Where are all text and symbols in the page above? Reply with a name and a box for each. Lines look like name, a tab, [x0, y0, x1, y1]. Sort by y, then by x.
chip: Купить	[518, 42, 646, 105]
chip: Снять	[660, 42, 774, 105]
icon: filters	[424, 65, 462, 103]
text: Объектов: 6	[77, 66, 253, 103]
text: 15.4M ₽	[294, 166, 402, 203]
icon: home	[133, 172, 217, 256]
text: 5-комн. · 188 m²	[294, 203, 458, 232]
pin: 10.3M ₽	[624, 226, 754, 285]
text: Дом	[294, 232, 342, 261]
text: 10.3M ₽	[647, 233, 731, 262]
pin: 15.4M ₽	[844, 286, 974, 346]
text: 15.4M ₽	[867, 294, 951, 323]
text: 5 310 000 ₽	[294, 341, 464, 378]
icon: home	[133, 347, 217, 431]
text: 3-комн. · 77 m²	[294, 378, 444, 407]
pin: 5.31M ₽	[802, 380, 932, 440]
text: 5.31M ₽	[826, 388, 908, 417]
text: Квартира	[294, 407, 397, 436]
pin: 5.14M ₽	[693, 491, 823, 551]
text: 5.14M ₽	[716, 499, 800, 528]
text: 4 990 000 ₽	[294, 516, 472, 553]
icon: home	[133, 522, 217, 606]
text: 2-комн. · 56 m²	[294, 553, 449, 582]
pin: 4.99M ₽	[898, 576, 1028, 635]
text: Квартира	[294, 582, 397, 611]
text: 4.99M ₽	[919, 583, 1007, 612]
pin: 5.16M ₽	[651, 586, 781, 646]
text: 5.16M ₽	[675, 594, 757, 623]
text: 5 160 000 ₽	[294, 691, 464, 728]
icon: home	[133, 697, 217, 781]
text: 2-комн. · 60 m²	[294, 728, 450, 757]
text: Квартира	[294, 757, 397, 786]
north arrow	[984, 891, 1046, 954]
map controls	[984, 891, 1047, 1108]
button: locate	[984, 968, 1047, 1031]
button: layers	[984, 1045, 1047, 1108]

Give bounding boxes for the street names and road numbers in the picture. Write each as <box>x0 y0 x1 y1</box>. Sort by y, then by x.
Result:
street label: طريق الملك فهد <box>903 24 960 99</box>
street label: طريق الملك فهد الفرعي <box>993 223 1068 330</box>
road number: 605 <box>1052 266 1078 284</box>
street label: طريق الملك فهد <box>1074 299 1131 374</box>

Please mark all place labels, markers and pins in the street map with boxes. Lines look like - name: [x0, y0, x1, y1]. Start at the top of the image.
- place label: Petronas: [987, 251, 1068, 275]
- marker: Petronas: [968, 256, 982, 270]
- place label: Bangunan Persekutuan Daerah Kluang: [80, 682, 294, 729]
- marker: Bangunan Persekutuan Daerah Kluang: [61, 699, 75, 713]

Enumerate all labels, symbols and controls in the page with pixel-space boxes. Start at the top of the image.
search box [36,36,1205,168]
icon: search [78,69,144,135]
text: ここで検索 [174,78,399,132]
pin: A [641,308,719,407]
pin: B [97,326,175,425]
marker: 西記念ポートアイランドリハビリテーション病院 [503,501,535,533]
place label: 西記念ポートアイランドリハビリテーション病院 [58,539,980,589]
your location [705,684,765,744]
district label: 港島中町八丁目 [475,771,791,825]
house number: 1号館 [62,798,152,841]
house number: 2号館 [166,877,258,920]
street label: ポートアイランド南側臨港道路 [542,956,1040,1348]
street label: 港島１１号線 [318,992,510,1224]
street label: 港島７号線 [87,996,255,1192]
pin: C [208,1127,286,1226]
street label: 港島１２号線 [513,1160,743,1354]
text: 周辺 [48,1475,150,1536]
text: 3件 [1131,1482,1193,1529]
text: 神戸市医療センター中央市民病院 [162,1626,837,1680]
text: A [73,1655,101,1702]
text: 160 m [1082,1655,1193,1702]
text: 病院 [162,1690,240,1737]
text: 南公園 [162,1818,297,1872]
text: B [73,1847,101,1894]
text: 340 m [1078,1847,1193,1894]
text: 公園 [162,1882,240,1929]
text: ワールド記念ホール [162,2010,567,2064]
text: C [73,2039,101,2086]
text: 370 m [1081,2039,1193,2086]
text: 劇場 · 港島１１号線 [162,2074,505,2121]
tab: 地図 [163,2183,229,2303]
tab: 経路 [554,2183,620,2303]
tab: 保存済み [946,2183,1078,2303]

- _What you have to do_: Transcribe all records exactly as written.

- _Answer box_:
Where are all text and symbols in the page above? Reply with a name and a box for each. Lines look like name, a tab, [x0, y0, x1, y1]. Sort by y, then by x.
chip: Купить	[518, 42, 646, 105]
chip: Снять	[660, 42, 774, 105]
icon: filters	[424, 65, 462, 103]
text: Объектов: 6	[77, 66, 253, 103]
text: 15.4M ₽	[294, 166, 402, 203]
icon: home	[133, 172, 217, 256]
text: 5-комн. · 188 m²	[294, 203, 458, 232]
pin: 10.3M ₽	[624, 226, 754, 285]
text: Дом	[294, 232, 342, 261]
text: 10.3M ₽	[647, 233, 731, 262]
pin: 15.4M ₽	[844, 286, 974, 346]
text: 15.4M ₽	[867, 294, 951, 323]
text: 5 310 000 ₽	[294, 341, 464, 378]
icon: home	[133, 347, 217, 431]
text: 3-комн. · 77 m²	[294, 378, 444, 407]
pin: 5.31M ₽	[802, 380, 932, 440]
text: 5.31M ₽	[826, 388, 908, 417]
text: Квартира	[294, 407, 397, 436]
pin: 5.14M ₽	[693, 491, 823, 551]
text: 5.14M ₽	[716, 499, 800, 528]
text: 4 990 000 ₽	[294, 516, 472, 553]
icon: home	[133, 522, 217, 606]
text: 2-комн. · 56 m²	[294, 553, 449, 582]
pin: 4.99M ₽	[898, 576, 1028, 635]
text: Квартира	[294, 582, 397, 611]
text: 4.99M ₽	[919, 583, 1007, 612]
pin: 5.16M ₽	[651, 586, 781, 646]
text: 5.16M ₽	[675, 594, 757, 623]
text: 5 160 000 ₽	[294, 691, 464, 728]
icon: home	[133, 697, 217, 781]
text: 2-комн. · 60 m²	[294, 728, 450, 757]
text: Квартира	[294, 757, 397, 786]
north arrow	[984, 891, 1046, 954]
map controls	[984, 891, 1047, 1108]
button: locate	[984, 968, 1047, 1031]
button: layers	[984, 1045, 1047, 1108]

Give bounding boxes for the street names and road numbers in the picture. Write each as <box>x0 y0 x1 y1</box>. Sort by y, then by x.
Result:
street label: طريق الملك فهد <box>903 24 960 99</box>
street label: طريق الملك فهد الفرعي <box>993 223 1068 330</box>
road number: 605 <box>1052 266 1078 284</box>
street label: طريق الملك فهد <box>1074 299 1131 374</box>

Please mark all place labels, markers and pins in the street map with boxes. Lines look like - name: [x0, y0, x1, y1]. Start at the top of the image.
- place label: Petronas: [987, 251, 1068, 275]
- marker: Petronas: [968, 256, 982, 270]
- place label: Bangunan Persekutuan Daerah Kluang: [80, 682, 294, 729]
- marker: Bangunan Persekutuan Daerah Kluang: [61, 699, 75, 713]

Enumerate all labels, symbols and controls in the page with pixel-space boxes. Start at the top of the image.
search box [36,36,1205,168]
icon: search [78,69,144,135]
text: ここで検索 [174,78,399,132]
pin: A [641,308,719,407]
pin: B [97,326,175,425]
marker: 西記念ポートアイランドリハビリテーション病院 [503,501,535,533]
place label: 西記念ポートアイランドリハビリテーション病院 [58,539,980,589]
your location [705,684,765,744]
district label: 港島中町八丁目 [475,771,791,825]
house number: 1号館 [62,798,152,841]
house number: 2号館 [166,877,258,920]
street label: ポートアイランド南側臨港道路 [542,956,1040,1348]
street label: 港島１１号線 [318,992,510,1224]
street label: 港島７号線 [87,996,255,1192]
pin: C [208,1127,286,1226]
street label: 港島１２号線 [513,1160,743,1354]
text: 周辺 [48,1475,150,1536]
text: 3件 [1131,1482,1193,1529]
text: 神戸市医療センター中央市民病院 [162,1626,837,1680]
text: A [73,1655,101,1702]
text: 160 m [1082,1655,1193,1702]
text: 病院 [162,1690,240,1737]
text: 南公園 [162,1818,297,1872]
text: B [73,1847,101,1894]
text: 340 m [1078,1847,1193,1894]
text: 公園 [162,1882,240,1929]
text: ワールド記念ホール [162,2010,567,2064]
text: C [73,2039,101,2086]
text: 370 m [1081,2039,1193,2086]
text: 劇場 · 港島１１号線 [162,2074,505,2121]
tab: 地図 [163,2183,229,2303]
tab: 経路 [554,2183,620,2303]
tab: 保存済み [946,2183,1078,2303]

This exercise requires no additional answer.